Prolly the best clip-on tuner I've ever tried.
The Peterson StroboClip is a little more accurate but it's not as user-friendly and it costs about 60% more.


----------



## GTmaker (Apr 24, 2006)

there is a JAmes TAylor video in this forum someplace where he teaches you how to tune an acoustic.

First go get a decent tuner then check out the video.

G.


----------



## knight_yyz (Mar 14, 2015)

my snark was as accurate as anything else i have tried and only 15 bucks


----------



## Slooky (Feb 3, 2015)

knight_yyz said:


> my snark was as accurate as anything else i have tried and only 15 bucks


Have to agree with you there


----------



## Guncho (Jun 16, 2015)

Tuning with harmonics is not accurate. Try it and then check it against a reliable tuner.

Close but no cigar.


----------



## 59burst (May 27, 2010)

I get better results when I damp the strings other than the one I'm tuning so that there aren't extra vibrations to confuse the tuner. It seems to matter more on acoustics than on electrics, at least in my experience.


----------



## Guitar101 (Jan 19, 2011)

GTmaker said:


> there is a JAmes TAylor video in this forum someplace where he teaches you how to tune an acoustic.


Are you using Taylors tuning method? I quickly went back to tuning with a tuner. I did try it but it just seemed to make the job of tuning a guitar a lot more difficult with little improvement. To my ears anyway.

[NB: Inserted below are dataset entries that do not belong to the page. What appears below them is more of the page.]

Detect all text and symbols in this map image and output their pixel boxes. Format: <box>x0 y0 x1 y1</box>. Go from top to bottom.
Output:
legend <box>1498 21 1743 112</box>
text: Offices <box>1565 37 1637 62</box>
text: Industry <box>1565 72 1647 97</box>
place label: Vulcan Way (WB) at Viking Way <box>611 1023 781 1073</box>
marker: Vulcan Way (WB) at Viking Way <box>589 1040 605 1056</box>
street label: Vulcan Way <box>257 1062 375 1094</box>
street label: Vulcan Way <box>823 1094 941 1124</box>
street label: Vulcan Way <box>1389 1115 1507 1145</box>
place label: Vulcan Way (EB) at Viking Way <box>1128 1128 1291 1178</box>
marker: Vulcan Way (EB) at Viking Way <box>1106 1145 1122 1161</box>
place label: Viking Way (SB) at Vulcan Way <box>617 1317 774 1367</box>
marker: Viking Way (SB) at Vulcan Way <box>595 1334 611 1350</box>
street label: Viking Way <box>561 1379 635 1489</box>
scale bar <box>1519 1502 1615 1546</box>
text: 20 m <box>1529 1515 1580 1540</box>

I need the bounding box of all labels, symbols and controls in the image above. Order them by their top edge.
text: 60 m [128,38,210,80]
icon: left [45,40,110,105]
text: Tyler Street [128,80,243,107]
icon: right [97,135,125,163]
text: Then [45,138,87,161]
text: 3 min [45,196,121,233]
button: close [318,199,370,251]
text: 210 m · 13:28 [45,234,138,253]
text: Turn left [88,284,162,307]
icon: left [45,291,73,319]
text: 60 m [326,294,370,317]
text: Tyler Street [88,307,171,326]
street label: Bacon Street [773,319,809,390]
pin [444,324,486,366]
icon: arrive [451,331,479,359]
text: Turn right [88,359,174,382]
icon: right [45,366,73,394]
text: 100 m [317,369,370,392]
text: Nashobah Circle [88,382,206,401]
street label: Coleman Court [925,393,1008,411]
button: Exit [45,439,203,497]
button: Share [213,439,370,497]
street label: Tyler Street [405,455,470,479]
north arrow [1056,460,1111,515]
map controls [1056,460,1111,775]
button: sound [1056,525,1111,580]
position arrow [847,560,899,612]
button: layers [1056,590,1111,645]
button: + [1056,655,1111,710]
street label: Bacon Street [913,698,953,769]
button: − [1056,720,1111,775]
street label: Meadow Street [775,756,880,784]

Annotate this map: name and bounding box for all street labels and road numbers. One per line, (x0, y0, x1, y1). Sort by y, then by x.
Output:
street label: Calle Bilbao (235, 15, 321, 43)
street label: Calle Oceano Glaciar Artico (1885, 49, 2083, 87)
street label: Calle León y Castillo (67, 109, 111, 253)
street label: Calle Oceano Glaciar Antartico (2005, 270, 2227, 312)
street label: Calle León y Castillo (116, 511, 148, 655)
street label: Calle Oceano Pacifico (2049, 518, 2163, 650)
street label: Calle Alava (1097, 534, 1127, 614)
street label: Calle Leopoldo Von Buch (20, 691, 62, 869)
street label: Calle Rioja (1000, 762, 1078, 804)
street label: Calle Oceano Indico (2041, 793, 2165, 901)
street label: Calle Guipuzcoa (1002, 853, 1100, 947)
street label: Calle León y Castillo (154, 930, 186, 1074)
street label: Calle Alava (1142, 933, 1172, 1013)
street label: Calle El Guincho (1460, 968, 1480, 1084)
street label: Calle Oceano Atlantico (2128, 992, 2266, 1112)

I still think my Black Snark headstock tuner is a fast, easy and low cost way to tune my acoustic. I use it to tune a 12 string Epiphone acoustic I leased for a month and it works great.


----------



## BMW-KTM (Apr 7, 2015)

I will be the lone dissenter once again.
Perhaps my station here is to provide counterpoint.
Hopefully nobody takes offence when none is intended this time.
I have a Snark clip-on style tuner and it hasn't done anything to impress me at all.
I bought it when I was travelling and forgot to pack a tuner with me.
I was in a little town with one music store and the Snark was all they had left so if I wanted a tuner I didn't really have much choice.
It was barely adequate if you ask me.
It got me in the ball park.
I've been looking for someone to give it to.
So far there have been no takers.


----------



## bw66 (Dec 17, 2009)

BMW-KTM said:


> I've been looking for someone to give it to.
> So far there have been no takers.


Next time I'm in your neck of the woods, I'd be happy to take it off of your hands...


----------



## BMW-KTM (Apr 7, 2015)

You got it.


----------



## Guitar101 (Jan 19, 2011)

I did say the black one. Much easier to read.


----------



## Scotty (Jan 30, 2013)

BMW-KTM said:


> You got it.


How did you post your location in reverse or mirrored font?


----------



## BMW-KTM (Apr 7, 2015)

I've slept since then.
Anything that was in RAM got lost on reboot when I woke up.
Sorry.


----------



## knight_yyz (Mar 14, 2015)

I have 3 black snarks. I also had the hotone pedal tuner, and the tc electronic pedal tuner. I tuned with one and checked with the other two. They are all within a few cents. Close enough for me. If I was gigging, I probably would have kept the Hotone on the pedalboard as it was a bit quicker.


----------